[Stored data]
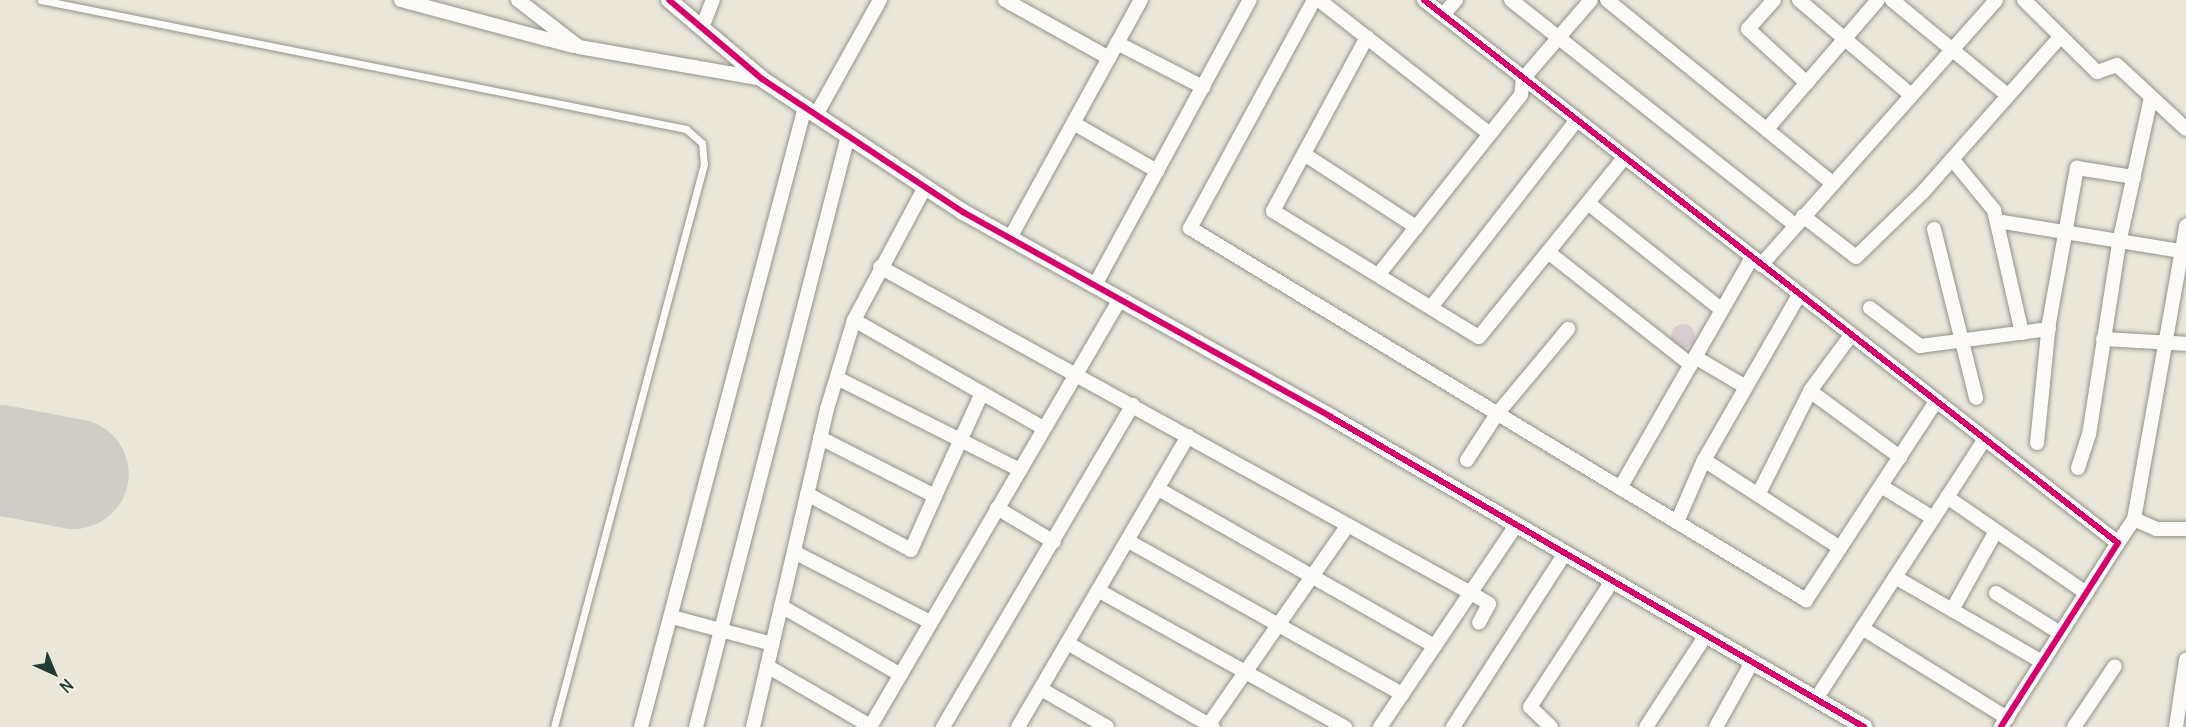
<!DOCTYPE html>
<style>
body{margin:0}
#map{position:relative;width:2186px;height:727px;overflow:hidden;background:#eae6d9;font-family:Delius,sans-serif}
div>[style]{position:absolute}
[style*='--x']{left:calc(var(--x)*1px);top:calc(var(--y)*1px);width:calc(var(--w)*1px);rotate:calc(var(--a)*1deg)}
.runway>*{height:110px;margin:-55px;padding:0 55px;transform-origin:55px;border-radius:55px;background:#cecec6}
.building>*{inset:0;background:#d8ced2}
.round{border-radius:50%}
.roads{filter:drop-shadow(0 0 2px #90938b) drop-shadow(0 0 2px #90938b)}
.service>*{height:7px;margin:-3.5px;padding:0 3.5px;transform-origin:3.5px;border-radius:3.5px;background:#fcfbf9}
.minor>*{height:14px;margin:-7px;padding:0 7px;transform-origin:7px;border-radius:7px;background:#fcfbf9}
.tertiary>*{height:16px;margin:-8px;padding:0 8px;transform-origin:8px;border-radius:8px;background:#fcfbf9}
.cycleway>*{height:6px;margin:-3px;padding:0 3px;transform-origin:3px;border-radius:3px;background:#d6006c}
span{translate:-50% -50%;white-space:nowrap;text-align:center;line-height:1.15;-webkit-text-stroke:5px #f7f3e8;paint-order:stroke}
.north{position:absolute;left:24px;top:643px;width:60px;height:60px;-webkit-text-stroke:4px #f7f3e8;paint-order:stroke;rotate:136deg;font-size:16px;font-weight:700;line-height:24px;text-align:center;color:#1f3d34}
.north::after{content:'';display:block;margin:auto;width:21px;height:27px;background:#1f3d34;clip-path:polygon(50% 0,100% 100%,50% 72%,0 100%)}
</style>
<div id="map">
<div class="runway">
<i style="--x:0;--y:460;--w:75;--a:10.7"></i>
</div>
<div class="building">
<i class="round" style="left:1671px;top:324px;width:24px;height:24px"></i>
</div>
<div class="roads">
<div class="service">
<i style="--x:41;--y:0;--w:658;--a:11.31"></i>
<i style="--x:686;--y:129;--w:21;--a:41"></i>
<i style="--x:702;--y:143;--w:21;--a:85"></i>
<i style="--x:704;--y:164;--w:583;--a:104.92"></i>
</div>
<div class="minor">
<i style="--x:401;--y:0;--w:178;--a:15"></i>
<i style="--x:518;--y:0;--w:77;--a:37.6"></i>
<i style="--x:579;--y:47;--w:186;--a:9.9"></i>
<i style="--x:1005;--y:0;--w:119;--a:29.1"></i>
<i style="--x:1314;--y:0;--w:260;--a:118.5"></i>
<i style="--x:1190;--y:228;--w:720;--a:31.13"></i>
<i style="--x:1806;--y:600;--w:238;--a:-56.8"></i>
<i style="--x:1319;--y:0;--w:217;--a:38.1"></i>
<i style="--x:1424;--y:0;--w:881;--a:38.04"></i>
<i style="--x:2118;--y:543;--w:218;--a:122.5"></i>
<i style="--x:1511;--y:0;--w:362;--a:38.4"></i>
<i style="--x:1607;--y:0;--w:289;--a:39.1"></i>
<i style="--x:1774;--y:0;--w:39;--a:132"></i>
<i style="--x:1748;--y:29;--w:80;--a:42.5"></i>
<i style="--x:1799;--y:0;--w:147;--a:40.3"></i>
<i style="--x:1892;--y:0;--w:148;--a:39.5"></i>
<i style="--x:2024;--y:0;--w:103;--a:44.6"></i>
<i style="--x:2097;--y:72;--w:21;--a:-19"></i>
<i style="--x:2117;--y:65;--w:94;--a:42.8"></i>
<i style="--x:1443;--y:15;--w:20;--a:-49"></i>
<i style="--x:702;--y:28;--w:30;--a:-69"></i>
<i style="--x:1367;--y:37;--w:198;--a:118.4"></i>
<i style="--x:1273;--y:211;--w:241;--a:31.5"></i>
<i style="--x:1479;--y:337;--w:230;--a:-51"></i>
<i style="--x:1117;--y:43;--w:97;--a:27.1"></i>
<i style="--x:816;--y:115;--w:132;--a:-60.9"></i>
<i style="--x:1075;--y:124;--w:95;--a:29.8"></i>
<i style="--x:1767;--y:129;--w:170;--a:-49.3"></i>
<i style="--x:1304;--y:154;--w:134;--a:33.1"></i>
<i style="--x:1952;--y:159;--w:66;--a:50.5"></i>
<i style="--x:1994;--y:210;--w:126;--a:77.2"></i>
<i style="--x:1588;--y:203;--w:171;--a:38.6"></i>
<i style="--x:1803;--y:216;--w:67;--a:37.7"></i>
<i style="--x:1856;--y:257;--w:93;--a:-44.1"></i>
<i style="--x:1923;--y:192;--w:208;--a:-48.5"></i>
<i style="--x:1997;--y:221;--w:186;--a:9.3"></i>
<i style="--x:1934;--y:229;--w:174;--a:76"></i>
<i style="--x:1010;--y:238;--w:272;--a:-61.2"></i>
<i style="--x:1548;--y:252;--w:182;--a:38.3"></i>
<i style="--x:1761;--y:265;--w:354;--a:-48.4"></i>
<i style="--x:880;--y:267;--w:675;--a:28.88"></i>
<i style="--x:1471;--y:593;--w:21;--a:31"></i>
<i style="--x:1489;--y:604;--w:21;--a:118"></i>
<i style="--x:1379;--y:274;--w:228;--a:-51.6"></i>
<i style="--x:1521;--y:95;--w:16;--a:-83"></i>
<i style="--x:1523;--y:79;--w:104;--a:-49.3"></i>
<i style="--x:1095;--y:285;--w:324;--a:-61.5"></i>
<i style="--x:1799;--y:295;--w:190;--a:119.9"></i>
<i style="--x:1704;--y:460;--w:162;--a:32.9"></i>
<i style="--x:1432;--y:306;--w:234;--a:-52.1"></i>
<i style="--x:1870;--y:308;--w:63;--a:37.2"></i>
<i style="--x:1920;--y:346;--w:130;--a:-7.5"></i>
<i style="--x:854;--y:320;--w:218;--a:29.7"></i>
<i style="--x:2103;--y:339;--w:83;--a:3.4"></i>
<i style="--x:1695;--y:357;--w:59;--a:30.5"></i>
<i style="--x:837;--y:378;--w:205;--a:26.7"></i>
<i style="--x:1810;--y:391;--w:112;--a:36.3"></i>
<i style="--x:2037;--y:443;--w:121;--a:-84.3"></i>
<i style="--x:2049;--y:323;--w:158;--a:-79.8"></i>
<i style="--x:2077;--y:168;--w:58;--a:9"></i>
<i style="--x:1467;--y:460;--w:55;--a:-56.9"></i>
<i style="--x:1497;--y:414;--w:111;--a:-50.1"></i>
<i style="--x:2078;--y:468;--w:35;--a:-72"></i>
<i style="--x:2089;--y:435;--w:194;--a:-81.1"></i>
<i style="--x:2119;--y:243;--w:149;--a:-77.6"></i>
<i style="--x:1881;--y:486;--w:61;--a:31.6"></i>
<i style="--x:1620;--y:488;--w:264;--a:-60.2"></i>
<i style="--x:1160;--y:490;--w:316;--a:29.6"></i>
<i style="--x:807;--y:494;--w:118;--a:28.3"></i>
<i style="--x:911;--y:550;--w:59;--a:-66"></i>
<i style="--x:935;--y:496;--w:129;--a:-153.2"></i>
<i style="--x:1758;--y:495;--w:116;--a:-63.4"></i>
<i style="--x:1810;--y:391;--w:69;--a:-53.8"></i>
<i style="--x:935;--y:496;--w:113;--a:-65.5"></i>
<i style="--x:1947;--y:497;--w:169;--a:34.6"></i>
<i style="--x:997;--y:508;--w:66;--a:30.8"></i>
<i style="--x:2134;--y:519;--w:298;--a:-79.9"></i>
<i style="--x:1677;--y:522;--w:68;--a:-66.5"></i>
<i style="--x:1130;--y:542;--w:312;--a:29.2"></i>
<i style="--x:2118;--y:543;--w:29;--a:-56"></i>
<i style="--x:2134;--y:519;--w:24;--a:24"></i>
<i style="--x:2156;--y:529;--w:30;--a:0"></i>
<i style="--x:794;--y:552;--w:153;--a:27.2"></i>
<i style="--x:1895;--y:577;--w:170;--a:30"></i>
<i style="--x:1101;--y:592;--w:279;--a:29"></i>
<i style="--x:1996;--y:593;--w:75;--a:32"></i>
<i style="--x:781;--y:606;--w:138;--a:29.9"></i>
<i style="--x:1952;--y:610;--w:90;--a:-60.9"></i>
<i style="--x:672;--y:617;--w:104;--a:15.1"></i>
<i style="--x:1862;--y:628;--w:171;--a:31.8"></i>
<i style="--x:1069;--y:644;--w:166;--a:30"></i>
<i style="--x:767;--y:666;--w:119;--a:30.2"></i>
<i style="--x:1041;--y:689;--w:76;--a:29.9"></i>
<i style="--x:1816;--y:699;--w:310;--a:-57"></i>
<i style="--x:641;--y:727;--w:641;--a:-75.18"></i>
<i style="--x:696;--y:727;--w:610;--a:-75.58"></i>
<i style="--x:753;--y:727;--w:326;--a:-76.9"></i>
<i style="--x:827;--y:409;--w:93;--a:-73.1"></i>
<i style="--x:854;--y:320;--w:151;--a:-61.9"></i>
<i style="--x:870;--y:727;--w:496;--a:-59.7"></i>
<i style="--x:943;--y:727;--w:374;--a:-59.5"></i>
<i style="--x:1018;--y:727;--w:337;--a:-59.7"></i>
<i style="--x:1207;--y:727;--w:246;--a:-55.1"></i>
<i style="--x:1380;--y:727;--w:244;--a:-56"></i>
<i style="--x:1453;--y:727;--w:207;--a:-57.2"></i>
<i style="--x:1551;--y:727;--w:29;--a:-136"></i>
<i style="--x:1530;--y:707;--w:150;--a:-56.9"></i>
<i style="--x:1646;--y:727;--w:110;--a:-56.9"></i>
<i style="--x:1716;--y:727;--w:74;--a:-61"></i>
<i style="--x:2074;--y:727;--w:73;--a:-56.1"></i>
<i style="--x:2176;--y:727;--w:68;--a:-81.5"></i>
</div>
<div class="tertiary">
<i style="--x:669;--y:0;--w:122;--a:40.3"></i>
<i style="--x:762;--y:79;--w:241;--a:33.5"></i>
<i style="--x:963;--y:212;--w:421;--a:29.1"></i>
<i style="--x:1331;--y:417;--w:617;--a:30.18"></i>
</div>
</div>
<div class="cycleway">
<i style="--x:669;--y:0;--w:122;--a:40.3"></i>
<i style="--x:762;--y:79;--w:241;--a:33.5"></i>
<i style="--x:963;--y:212;--w:421;--a:29.1"></i>
<i style="--x:1331;--y:417;--w:617;--a:30.18"></i>
<i style="--x:1424;--y:0;--w:881;--a:38.04"></i>
<i style="--x:2118;--y:543;--w:218;--a:122.5"></i>
</div>
<div class="north">N</div>
</div>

* [ABOUT THIS TASK]
Tally the lines above with "transform", please; number only.

* [YOUR SOLUTION]
5